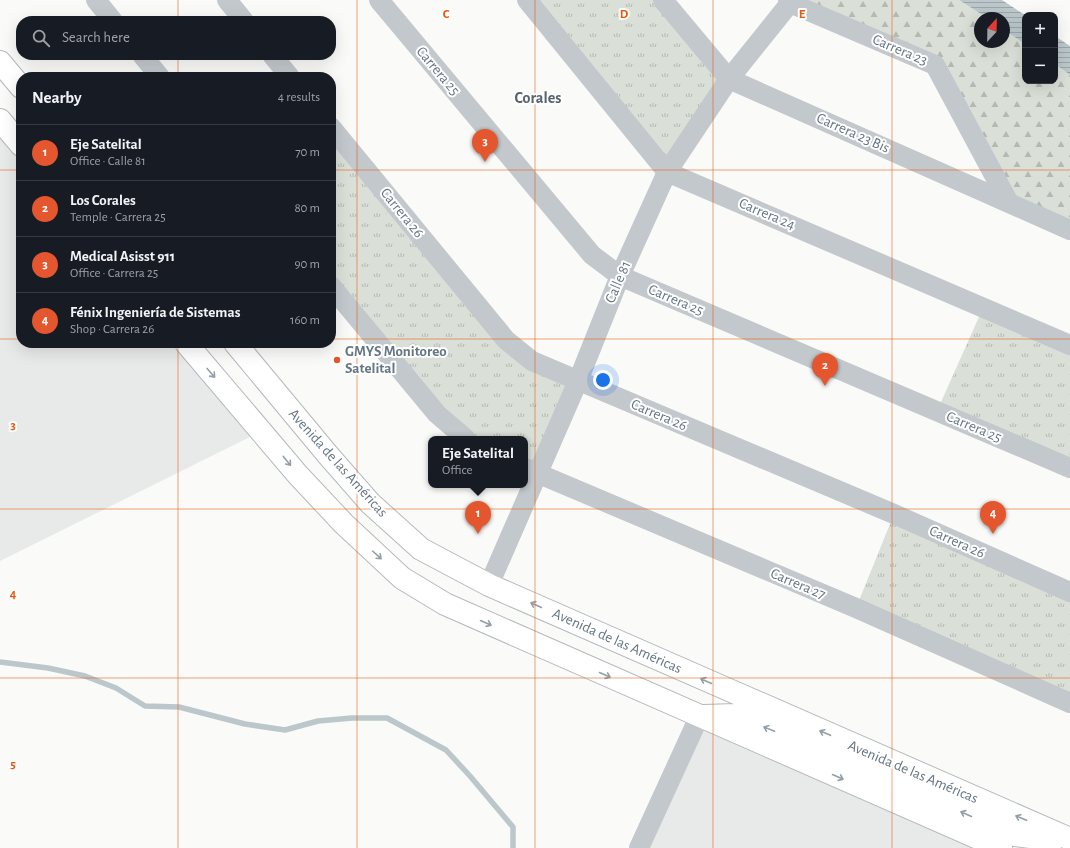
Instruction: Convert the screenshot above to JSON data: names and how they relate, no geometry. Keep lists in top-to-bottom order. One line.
{"streets":{"main road":["Avenida de las Américas"],"street":["Carrera 23","Carrera 25","Carrera 23 Bis","Carrera 26","Carrera 24","Calle 81","Carrera 27"]},"crossings":[["Carrera 23","Carrera 23 Bis"],["Carrera 23","Calle 81"],["Carrera 25","Calle 81"],["Carrera 23 Bis","Calle 81"],["Carrera 26","Calle 81"],["Carrera 24","Calle 81"],["Calle 81","Avenida de las Américas"],["Calle 81","Carrera 27"]],"districts":["Corales"],"places":["GMYS Monitoreo Satelital"],"north":"top","page":{"map_buttons":["+","−"],"search":"Search here","heading":["Nearby","4 results"],"list":[{"mark":"1","name":"Eje Satelital","note":"Office · Calle 81","value":"70 m"},{"mark":"2","name":"Los Corales","note":"Temple · Carrera 25","value":"80 m"},{"mark":"3","name":"Medical Asisst 911","note":"Office · Carrera 25","value":"90 m"},{"mark":"4","name":"Fénix Ingeniería de Sistemas","note":"Shop · Carrera 26","value":"160 m"}],"pins":["3","2","1","4"],"popup":["Eje Satelital","Office"]},"grid":{"columns":["C","D","E"],"rows":["3","4","5"]}}
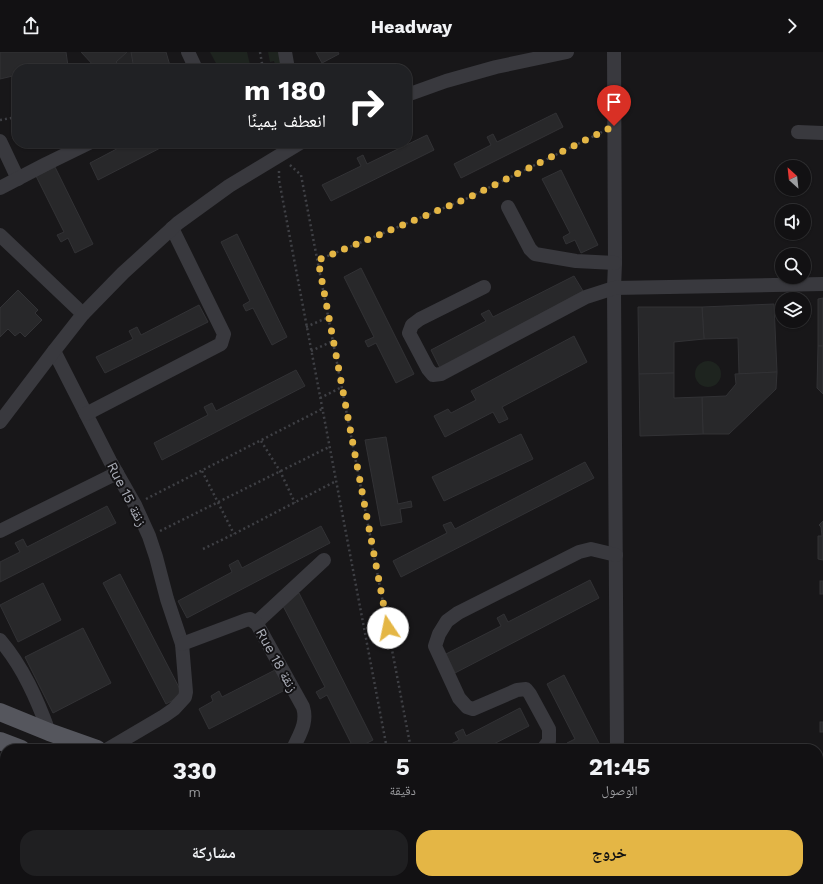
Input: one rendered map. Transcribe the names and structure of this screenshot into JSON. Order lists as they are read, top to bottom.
{
  "streets": {
    "street": ["Rue 15 زنقة", "Rue 18 زنقة"]
  },
  "crossings": [
    ["Rue 15 زنقة", "Rue 18 زنقة"]
  ],
  "north": "top left",
  "page": {
    "header": "Headway",
    "turn": ["180 m", "انعطف يمينًا"],
    "eta": [
      "21:45",
      "الوصول",
      "5",
      "دقيقة",
      "330",
      "m"
    ],
    "buttons": ["خروج", "مشاركة"]
  }
}
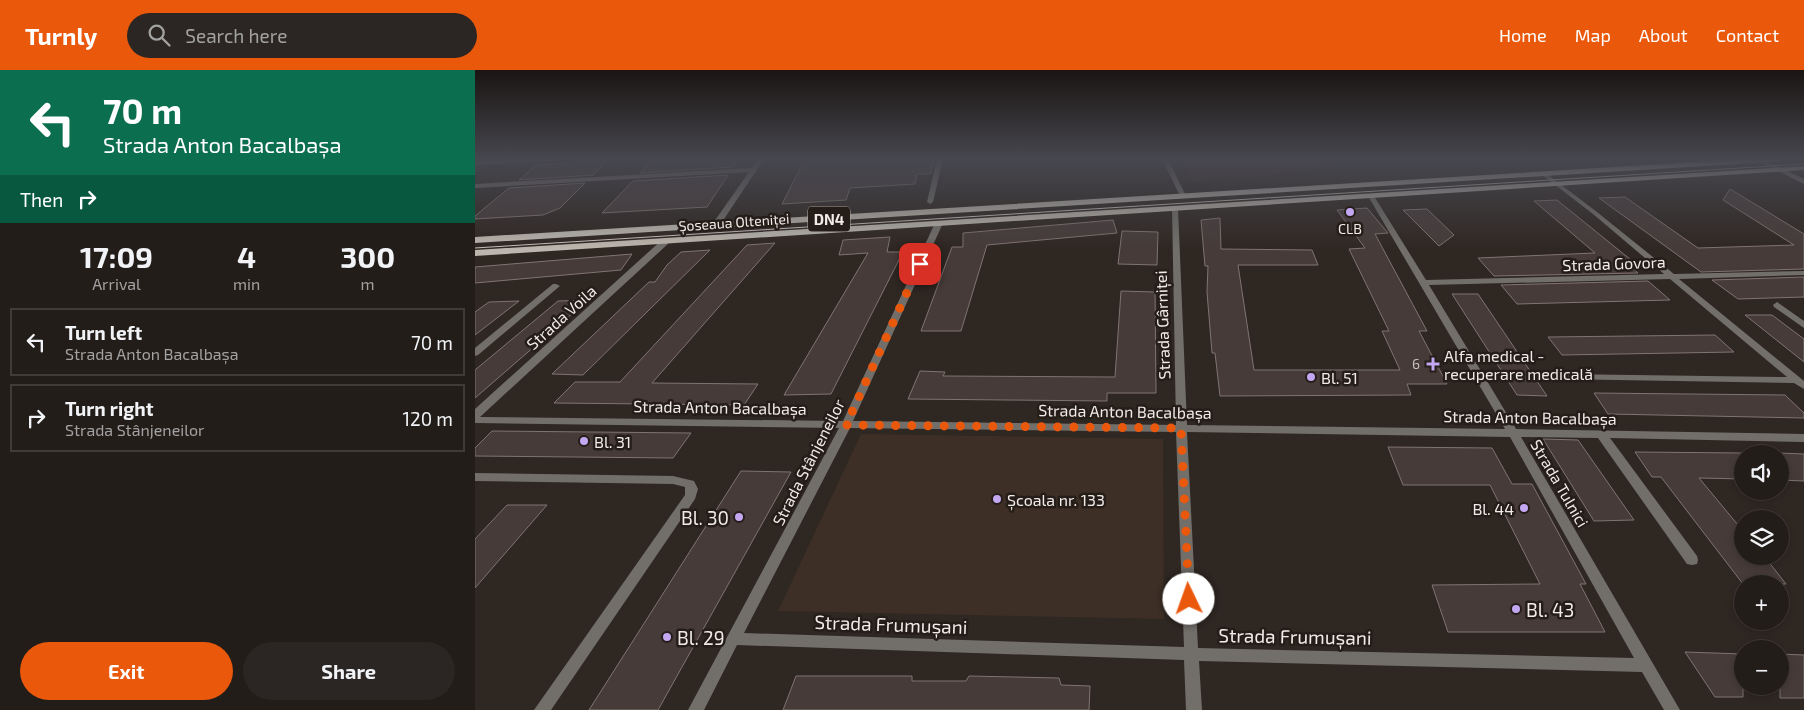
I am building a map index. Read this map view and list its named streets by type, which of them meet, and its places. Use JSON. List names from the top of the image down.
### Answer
{
  "streets": {
    "main road": ["DN4", "Șoseaua Olteniței"],
    "street": [
      "Strada Govora",
      "Strada Voila",
      "Strada Gârniței",
      "Strada Anton Bacalbașa",
      "Strada Stânjeneilor",
      "Strada Tulnici",
      "Strada Frumușani"
    ]
  },
  "crossings": [
    ["Șoseaua Olteniței", "Strada Voila"],
    ["Șoseaua Olteniței", "Strada Gârniței"],
    ["Șoseaua Olteniței", "Strada Stânjeneilor"],
    ["Șoseaua Olteniței", "Strada Tulnici"],
    ["Strada Govora", "Strada Tulnici"],
    ["Strada Gârniței", "Strada Anton Bacalbașa"],
    ["Strada Gârniței", "Strada Frumușani"],
    ["Strada Anton Bacalbașa", "Strada Stânjeneilor"],
    ["Strada Anton Bacalbașa", "Strada Tulnici"],
    ["Strada Stânjeneilor", "Strada Frumușani"],
    ["Strada Tulnici", "Strada Frumușani"]
  ],
  "places": {
    "other": [
      "CLB",
      "Bl. 51",
      "Bl. 31",
      "Școala nr. 133",
      "Bl. 44",
      "Bl. 30",
      "Bl. 43",
      "Bl. 29"
    ],
    "health": ["Alfa medical - recuperare medicală"]
  },
  "house_numbers": ["6"],
  "page": {
    "header": "Turnly",
    "search": "Search here",
    "nav": [
      "Home",
      "Map",
      "About",
      "Contact"
    ],
    "turn": ["70 m", "Strada Anton Bacalbașa"],
    "then": "Then",
    "eta": [
      "17:09",
      "Arrival",
      "4",
      "min",
      "300",
      "m"
    ],
    "list": [
      {
        "name": "Turn left",
        "note": "Strada Anton Bacalbașa",
        "value": "70 m"
      },
      {
        "name": "Turn right",
        "note": "Strada Stânjeneilor",
        "value": "120 m"
      }
    ],
    "map_buttons": ["+", "−"],
    "buttons": ["Exit", "Share"]
  }
}
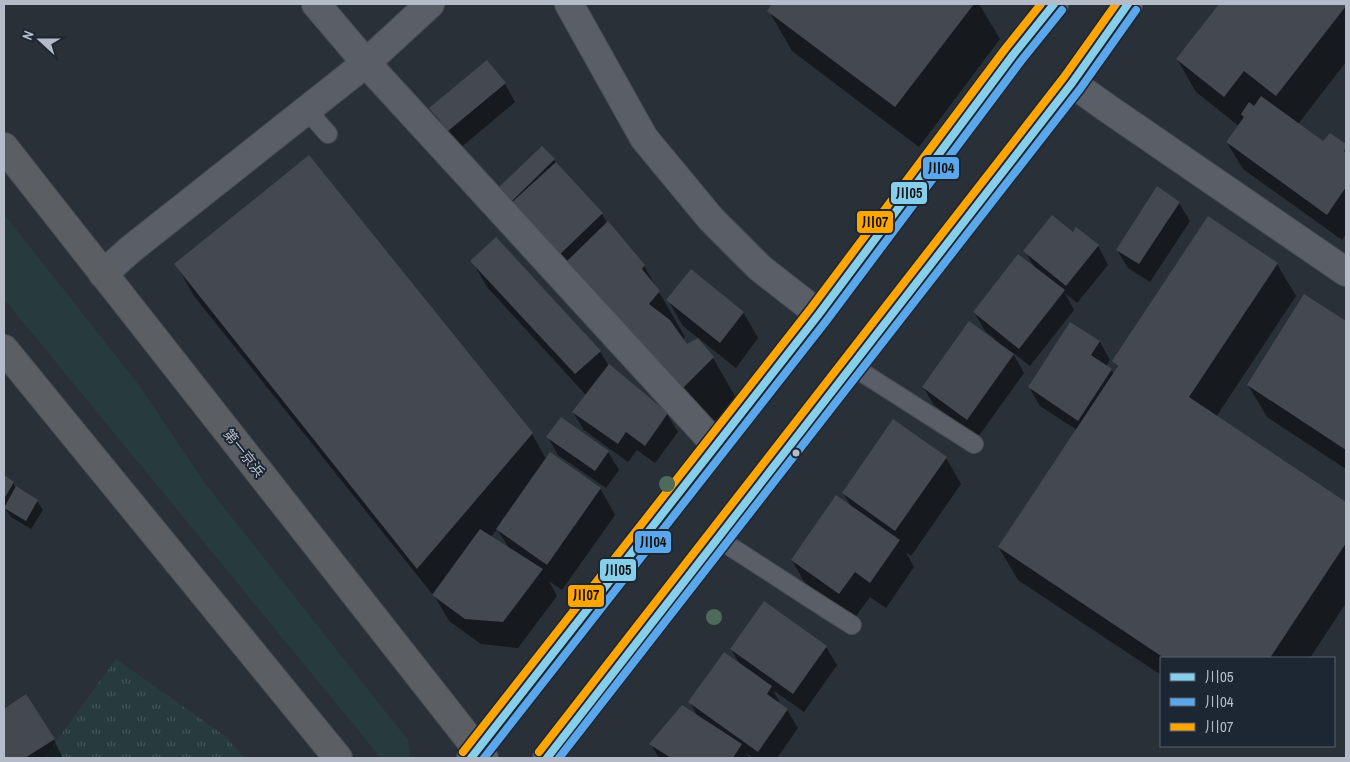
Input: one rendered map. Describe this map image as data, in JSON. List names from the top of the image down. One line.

ACTIVITY: Every line of the entries above that holds "image" should be copied out.

WRITTEN ANSWER:
I am building a map index. Read this map view and list its named streets by type, which of them meet, and its places. Use JSON. List names from the top of the image down.
Input: one rendered map. Describe this map image as data, in JSON. List names from the top of the image down. One line.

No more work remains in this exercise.